Junichiro Tanizaki’s The Gourmet Club depicts Count G’s quest for finer cuisine as Tokyo’s eats become increasingly mundane for him and his club of Japanese gormandizers. Through his choice of diction, Tanizaki fills Count G’s world of cuisine with sexual flavors. Additionally, he employs exoticism to create nationalistic overtones and critique upon how the Japanese should identify with another culture.
It becomes important to establish the erotic nature of the food in The Gourmet Club because it helps the reader understand just how far Count G and his underlings will go for gourmet cuisine. Tanizaki explicitly makes it clear from the beginning that the members of the club truly respect and admire cooking. For the Gourmet Club, “cooking was an art” (99) and “they took as much pride and pleasure in [discovering some novel flavor] as if they’d found a beautiful woman” (99).

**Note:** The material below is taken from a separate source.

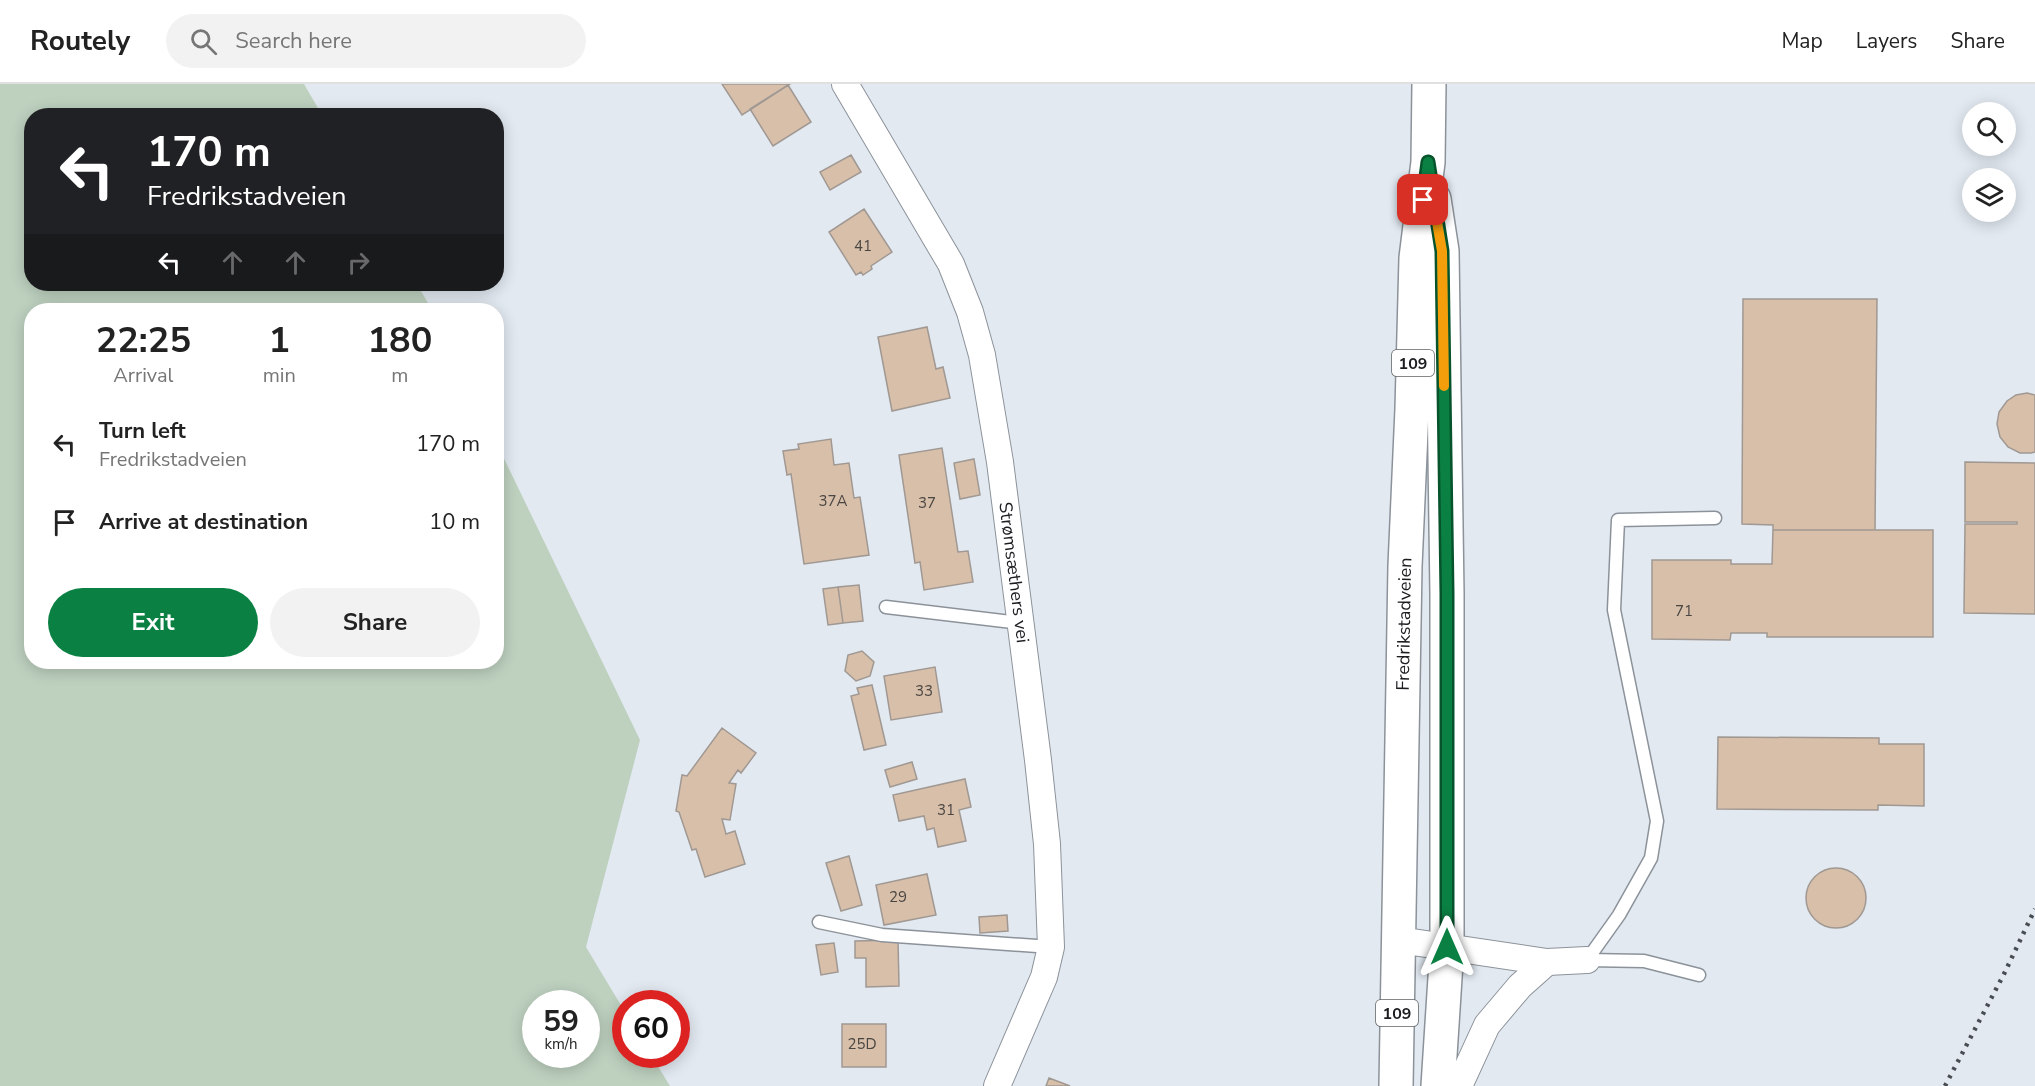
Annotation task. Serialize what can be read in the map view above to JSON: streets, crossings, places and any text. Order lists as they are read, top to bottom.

The narrator’s opening commentary states that the members’ hunger for fine food matches their lust for the pleasures in the bed sheets. Tanizaki’s selection of vocabulary also aids in making the sexual characteristics of food quite prevalent. The narrator comments that the members seek a “blissful new experience” (104) for the taste buds on their tongues which had to “lick and slurp” (102) for any new flavor. Later, the scene with the Chinese cabbage pushes even further the sexual tone food carries in the narrative. The supposed woman who comes out into the darkness to play with A’s “lips, stretching and releasing them” (133) is rather erotic with her actions; her hands later become covered with A’s saliva and create a “sweetish flavor, with an aromatic, salty undertaste” (135) after the fingering of his mouth. The opening commentary and this scene under consideration allow the reader to note not only the sexual overtones but also the greater impact of the sensual experience that food elicits in the members of the Gourmet Club.

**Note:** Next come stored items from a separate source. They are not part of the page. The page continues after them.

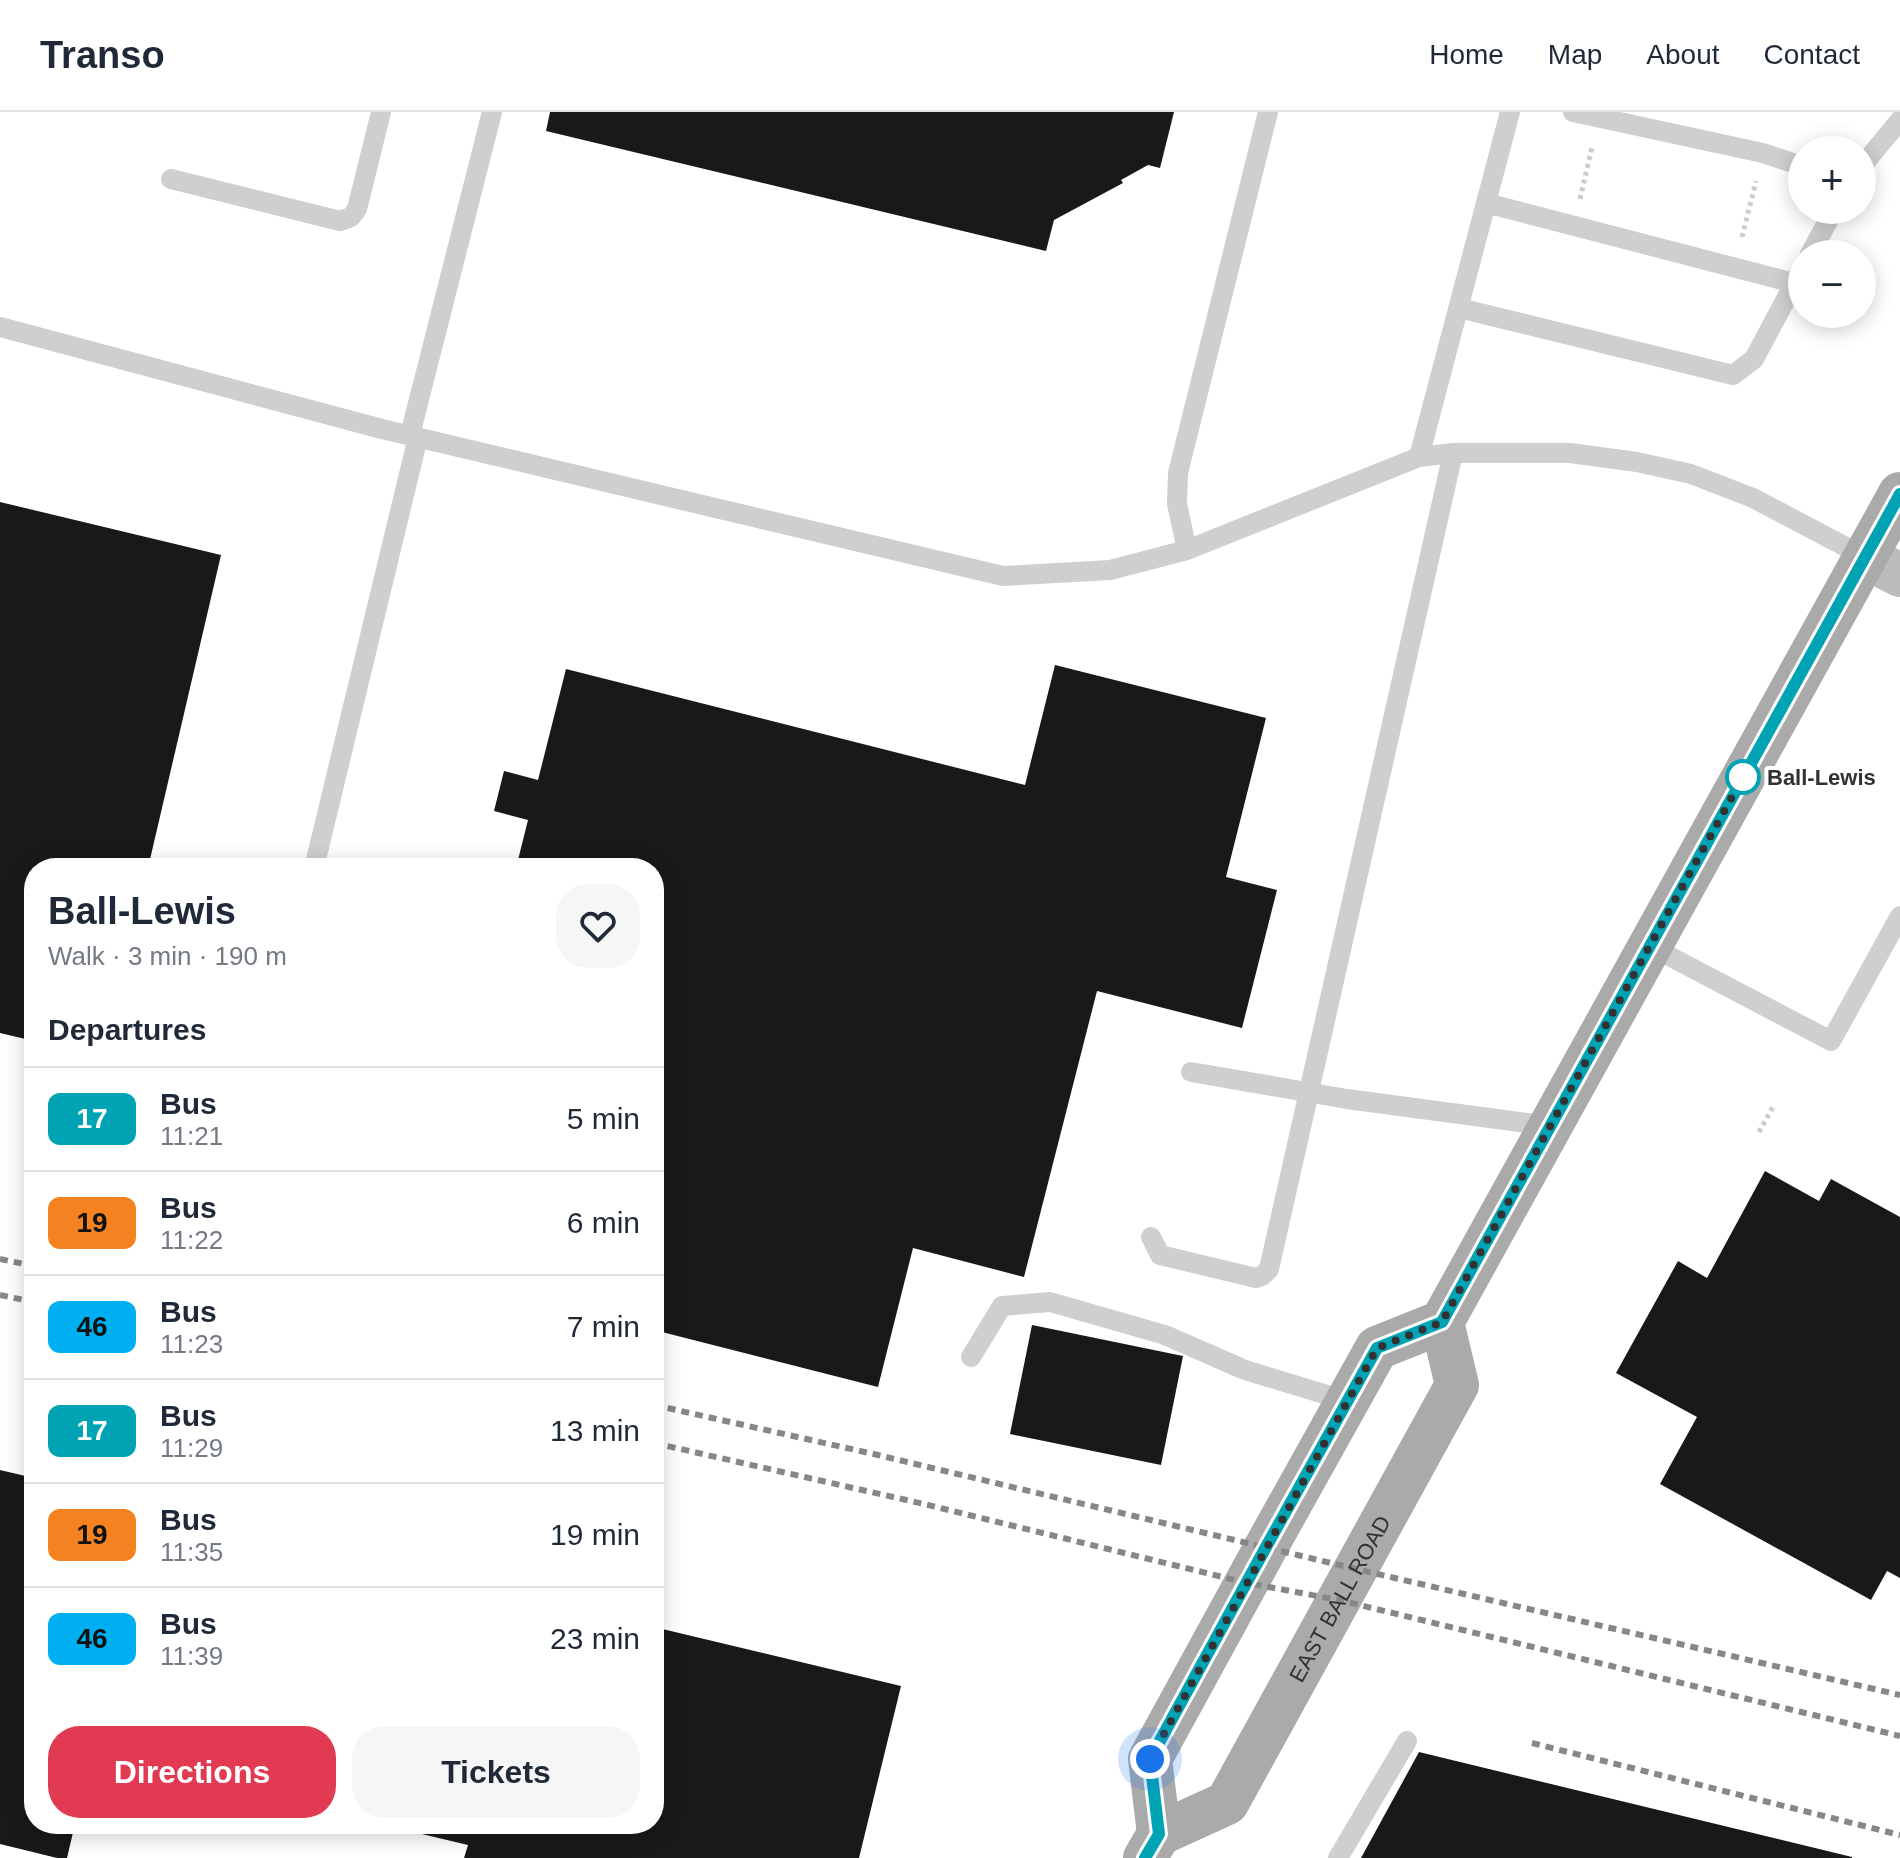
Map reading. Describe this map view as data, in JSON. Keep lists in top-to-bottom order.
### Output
{
  "streets": {
    "main road": ["EAST BALL ROAD"]
  },
  "places": ["Ball-Lewis"],
  "lines": ["bus line 17"],
  "page": {
    "header": "Transo",
    "nav": [
      "Home",
      "Map",
      "About",
      "Contact"
    ],
    "map_buttons": ["+", "−"],
    "heading": [
      ["Ball-Lewis", "Walk · 3 min · 190 m"],
      "Departures"
    ],
    "list": [
      {
        "mark": "17",
        "name": "Bus",
        "note": "11:21",
        "value": "5 min"
      },
      {
        "mark": "19",
        "name": "Bus",
        "note": "11:22",
        "value": "6 min"
      },
      {
        "mark": "46",
        "name": "Bus",
        "note": "11:23",
        "value": "7 min"
      },
      {
        "mark": "17",
        "name": "Bus",
        "note": "11:29",
        "value": "13 min"
      },
      {
        "mark": "19",
        "name": "Bus",
        "note": "11:35",
        "value": "19 min"
      },
      {
        "mark": "46",
        "name": "Bus",
        "note": "11:39",
        "value": "23 min"
      }
    ],
    "buttons": ["Directions", "Tickets"]
  }
}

The reader must also understand how exoticism is created in the narrative. Tanizaki creates a sense of exoticism for China by placing discontent of Tokyo eats amongst those in the Gourmet Club. By having them be “sick to death of Japanese food” (102), he separates cuisine into Japanese self and other foreign cuisine like “Chinese food—that rich cuisine said to be the most developed and varied in the world” (102). The commentary makes the exotic food of China seem different and more appealing.
Finally, Tanizaki establishes nationalistic overtones to the narrative with his final commentary. Not until the end, after working up the uniqueness of Chinese cuisine, does the narrator state that the gormandizers of the Gourmet club are “consumed” (139) by the fine cuisine Count G can now make after a night of peeking upon the banquet at Chechiang hall. Throughout the whole narrative, Chinese cuisine is seen as something lucrative and exotic. At the banquet, “not one of them looked ill, or seedy, or shabby…” (117) and most “…were fine-looking men, well built, with healthy faces” (117) in “Western dress” (118). These people are clearly not Japanese. Tanizaki utilizes exoticism to critique the national identity of the Japanese by endowing the foreigners in his narrative with negative attributes. The narrator describes those at the banquet as being “abstracted, as if some inner focus had been lost” (117), and later, he peeks in a room with a “strange odor” (127), an opium den. Tanizaki acknowledges an alignment with the Chinese perhaps as both being oriental, but it is almost as if this alignment causes a loss of national identity amongst the Japanese. This is a critique on Japanese national identity because the narrative targets a mainly Japanese audience. The narrator acknowledges that he must be “strict in my choice of reader” although “it is impossible to do so” (128). By acknowledging the reader, Tanizaki suggests to the reader (likely Japanese) to reflect upon him or herself.